╭─ DATA PROVIDED
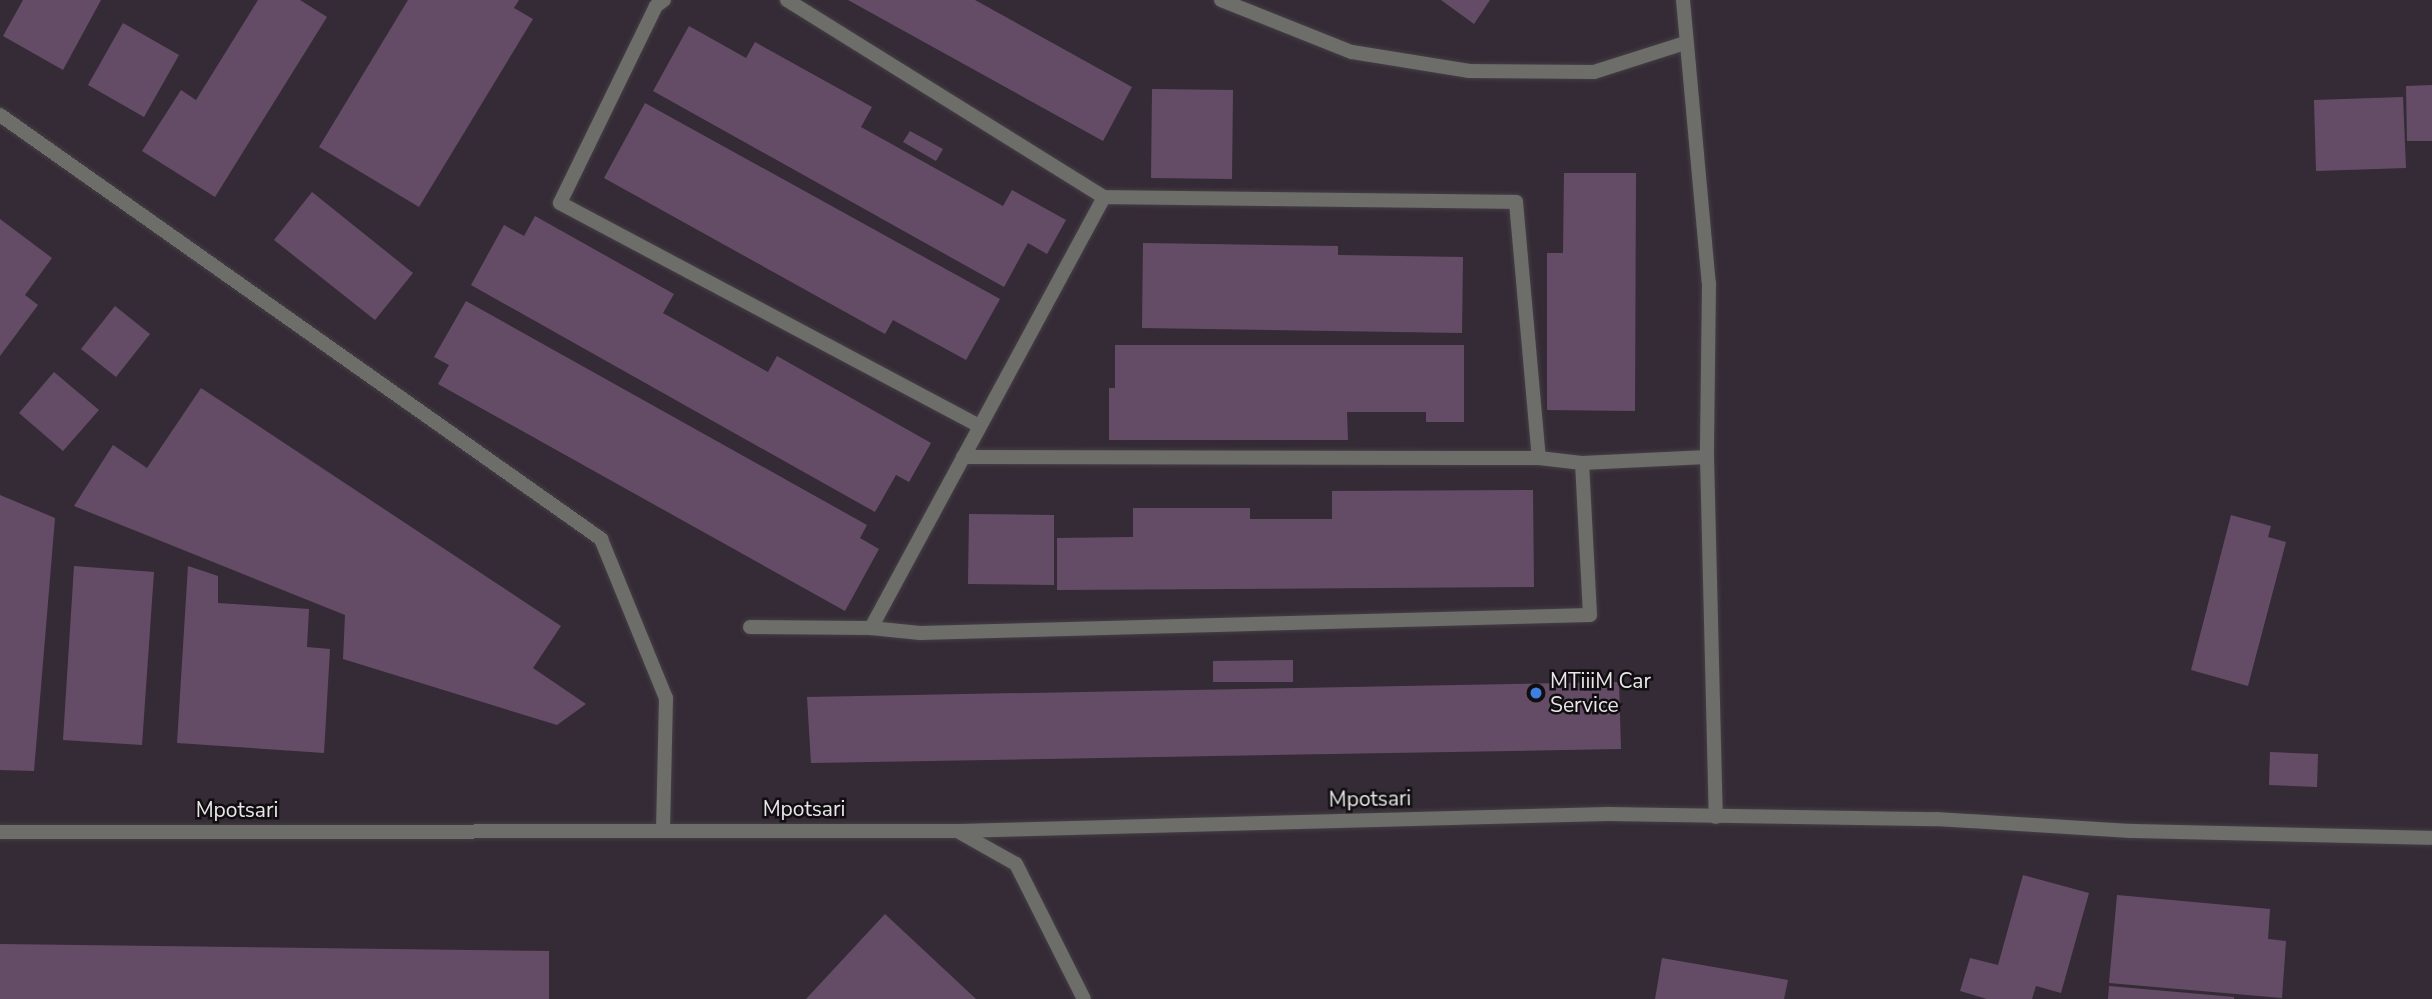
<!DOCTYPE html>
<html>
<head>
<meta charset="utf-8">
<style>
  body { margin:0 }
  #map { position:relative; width:2432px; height:999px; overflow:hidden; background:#292329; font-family:"Nunito Sans",sans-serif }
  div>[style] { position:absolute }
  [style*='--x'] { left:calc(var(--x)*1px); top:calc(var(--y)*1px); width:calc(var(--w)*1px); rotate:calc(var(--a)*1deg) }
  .built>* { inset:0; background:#352b36 }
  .building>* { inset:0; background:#654c66 }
  .roads { filter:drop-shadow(0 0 2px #443e44) drop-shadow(0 0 2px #443e44) }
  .service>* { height:14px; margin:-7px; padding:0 7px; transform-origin:7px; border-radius:7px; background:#6d6d69 }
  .minor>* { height:14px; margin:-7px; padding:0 7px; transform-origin:7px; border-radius:7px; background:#6d6d69 }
  .dots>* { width:19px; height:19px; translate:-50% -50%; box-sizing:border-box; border:4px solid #100e10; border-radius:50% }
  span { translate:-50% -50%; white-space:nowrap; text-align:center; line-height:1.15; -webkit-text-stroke:5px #100e10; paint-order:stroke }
  .poi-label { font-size:21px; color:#e9e5e9 }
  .left { translate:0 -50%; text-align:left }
  .street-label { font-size:21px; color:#e9e5e9 }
</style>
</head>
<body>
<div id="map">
  <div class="built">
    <i style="clip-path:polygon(0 0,2432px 0,2432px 999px,0 999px)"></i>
  </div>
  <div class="building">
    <i style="clip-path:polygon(23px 0,101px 0,63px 70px,3px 36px)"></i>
    <i style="clip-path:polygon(258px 0,300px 0,327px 17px,215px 197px,142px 151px,181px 90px,196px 100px)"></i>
    <i style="clip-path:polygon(408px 0,519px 0,514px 8px,533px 19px,419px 207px,319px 147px)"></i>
    <i style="clip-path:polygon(848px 0,975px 0,1132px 87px,1103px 141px)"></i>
    <i style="clip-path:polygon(1441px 0,1490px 0,1474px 24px)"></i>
    <i style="clip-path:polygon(123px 23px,179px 55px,144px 117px,88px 85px)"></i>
    <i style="clip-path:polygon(689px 26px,746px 58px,755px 42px,872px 107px,861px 127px,1003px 206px,1012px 190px,1066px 220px,1047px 254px,1028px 243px,1004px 287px,653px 91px)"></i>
    <i style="clip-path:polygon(2432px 85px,2432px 141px,2407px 141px,2406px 86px)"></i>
    <i style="clip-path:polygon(1152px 89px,1233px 90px,1232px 179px,1151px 178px)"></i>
    <i style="clip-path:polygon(2403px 97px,2406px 168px,2316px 171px,2314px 100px)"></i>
    <i style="clip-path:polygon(645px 103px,1000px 299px,966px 360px,893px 320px,885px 334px,604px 178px)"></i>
    <i style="clip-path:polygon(910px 131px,943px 149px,936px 161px,903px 142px)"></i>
    <i style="clip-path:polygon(1564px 173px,1636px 173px,1635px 411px,1547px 410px,1547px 253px,1563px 253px)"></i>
    <i style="clip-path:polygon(312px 192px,413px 273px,375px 320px,274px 240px)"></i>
    <i style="clip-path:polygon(535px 216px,674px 294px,663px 313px,768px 372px,777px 356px,931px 443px,909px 482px,896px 475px,875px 512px,471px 285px,504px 225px,524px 236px)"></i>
    <i style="clip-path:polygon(0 219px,52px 258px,25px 295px,38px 305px,0 356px)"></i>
    <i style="clip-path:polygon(1143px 243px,1338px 246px,1338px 255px,1463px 257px,1462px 333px,1142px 328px)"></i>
    <i style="clip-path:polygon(466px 301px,867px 525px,860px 538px,879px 549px,845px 611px,438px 384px,449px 365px,434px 357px)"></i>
    <i style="clip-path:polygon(115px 306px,150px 334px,116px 377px,81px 349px)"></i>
    <i style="clip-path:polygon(1115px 345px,1464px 345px,1464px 422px,1426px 422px,1426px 412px,1347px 412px,1348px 440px,1109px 440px,1109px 388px,1115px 388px)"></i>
    <i style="clip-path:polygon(54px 372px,99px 410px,63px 451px,19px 413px)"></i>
    <i style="clip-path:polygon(201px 388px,561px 626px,533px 668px,586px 704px,557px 725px,343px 659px,345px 615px,74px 506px,113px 445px,147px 468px)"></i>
    <i style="clip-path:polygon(1533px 490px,1534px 587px,1057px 590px,1057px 538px,1133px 537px,1133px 508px,1250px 508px,1250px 519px,1332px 519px,1332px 491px)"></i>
    <i style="clip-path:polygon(0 495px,55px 518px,34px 771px,0 770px)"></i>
    <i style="clip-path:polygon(969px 514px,1054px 515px,1054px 585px,968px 584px)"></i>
    <i style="clip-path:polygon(2231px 515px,2271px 526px,2268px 537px,2286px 542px,2248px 686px,2191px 670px)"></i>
    <i style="clip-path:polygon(74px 566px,154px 572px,142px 745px,63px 740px)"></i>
    <i style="clip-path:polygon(188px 566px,218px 576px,218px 603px,309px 609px,307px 647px,330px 649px,324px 753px,177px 743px)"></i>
    <i style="clip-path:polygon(1293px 660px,1293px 682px,1213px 682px,1213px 661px)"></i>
    <i style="clip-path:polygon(1619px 682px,1621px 749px,811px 763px,807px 697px)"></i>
    <i style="clip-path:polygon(2270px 752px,2318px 754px,2317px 787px,2269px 785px)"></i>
    <i style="clip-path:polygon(2023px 875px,2089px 893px,2061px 993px,2036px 986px,2032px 999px,1987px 999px,1960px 991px,1970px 958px,1998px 965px)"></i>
    <i style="clip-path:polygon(2117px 895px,2270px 909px,2268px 939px,2286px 941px,2282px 998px,2109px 983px)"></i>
    <i style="clip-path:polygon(885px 914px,976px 999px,806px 999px)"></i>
    <i style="clip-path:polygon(0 944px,549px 951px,549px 999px,0 999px)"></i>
    <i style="clip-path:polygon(1662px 958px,1788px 980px,1784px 999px,1655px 999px)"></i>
    <i style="clip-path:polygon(2109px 986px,2234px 997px,2234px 999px,2108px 999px)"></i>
  </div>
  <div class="roads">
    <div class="service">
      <i style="--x:664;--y:0;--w:10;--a:143"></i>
      <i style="--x:656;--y:6;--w:219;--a:116"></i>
      <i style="--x:560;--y:203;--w:473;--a:28"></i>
      <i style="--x:787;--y:0;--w:373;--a:31.9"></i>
      <i style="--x:1104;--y:197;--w:412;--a:0.7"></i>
      <i style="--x:1516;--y:202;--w:257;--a:84.9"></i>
      <i style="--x:963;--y:457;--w:576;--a:0.1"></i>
      <i style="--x:1539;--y:458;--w:43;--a:6.6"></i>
      <i style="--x:1582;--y:463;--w:125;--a:-2.7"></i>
      <i style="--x:750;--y:627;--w:121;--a:0.5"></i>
      <i style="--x:871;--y:628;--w:49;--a:5.8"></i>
      <i style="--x:920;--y:633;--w:670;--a:-1.54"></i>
      <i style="--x:1590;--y:615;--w:152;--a:-93"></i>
      <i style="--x:871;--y:628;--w:490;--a:-61.6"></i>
    </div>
    <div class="minor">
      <i style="--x:1221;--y:0;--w:141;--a:21.7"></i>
      <i style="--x:1352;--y:52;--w:119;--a:9.2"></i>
      <i style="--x:1469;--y:71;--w:125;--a:0.5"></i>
      <i style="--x:1594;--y:72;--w:96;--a:-17.7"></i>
      <i style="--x:1683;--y:0;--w:284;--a:84.8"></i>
      <i style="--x:1709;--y:283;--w:174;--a:90.7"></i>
      <i style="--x:1707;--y:457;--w:360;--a:88.6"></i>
      <i style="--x:0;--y:115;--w:736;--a:35.2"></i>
      <i style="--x:601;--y:539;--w:172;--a:67.8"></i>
      <i style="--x:666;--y:698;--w:132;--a:91.3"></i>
      <i style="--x:0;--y:832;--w:958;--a:-0.06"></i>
      <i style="--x:958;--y:831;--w:650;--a:-1.5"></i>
      <i style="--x:1608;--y:814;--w:328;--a:0.9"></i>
      <i style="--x:1936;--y:819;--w:195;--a:3.5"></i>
      <i style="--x:2131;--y:831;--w:300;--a:1.3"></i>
      <i style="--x:959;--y:832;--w:65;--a:29.3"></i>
      <i style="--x:1016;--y:864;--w:151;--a:63.3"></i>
    </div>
  </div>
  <div class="dots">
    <i style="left:1536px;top:693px;background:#3f7fe0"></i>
  </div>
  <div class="poi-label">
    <span class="left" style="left:1550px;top:693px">MTiiiM Car<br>Service</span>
  </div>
  <div class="street-label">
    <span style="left:1370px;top:799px;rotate:-1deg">Mpotsari</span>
    <span style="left:804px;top:809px">Mpotsari</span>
    <span style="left:237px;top:810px">Mpotsari</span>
  </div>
</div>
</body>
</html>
╰─
TASK INSTRUCTIONS:
Copy every line above that holds the word "position".

SOLUTION TO THIS TASK:
  #map { position:relative; width:2432px; height:999px; overflow:hidden; background:#292329; font-family:"Nunito Sans",sans-serif }
  div>[style] { position:absolute }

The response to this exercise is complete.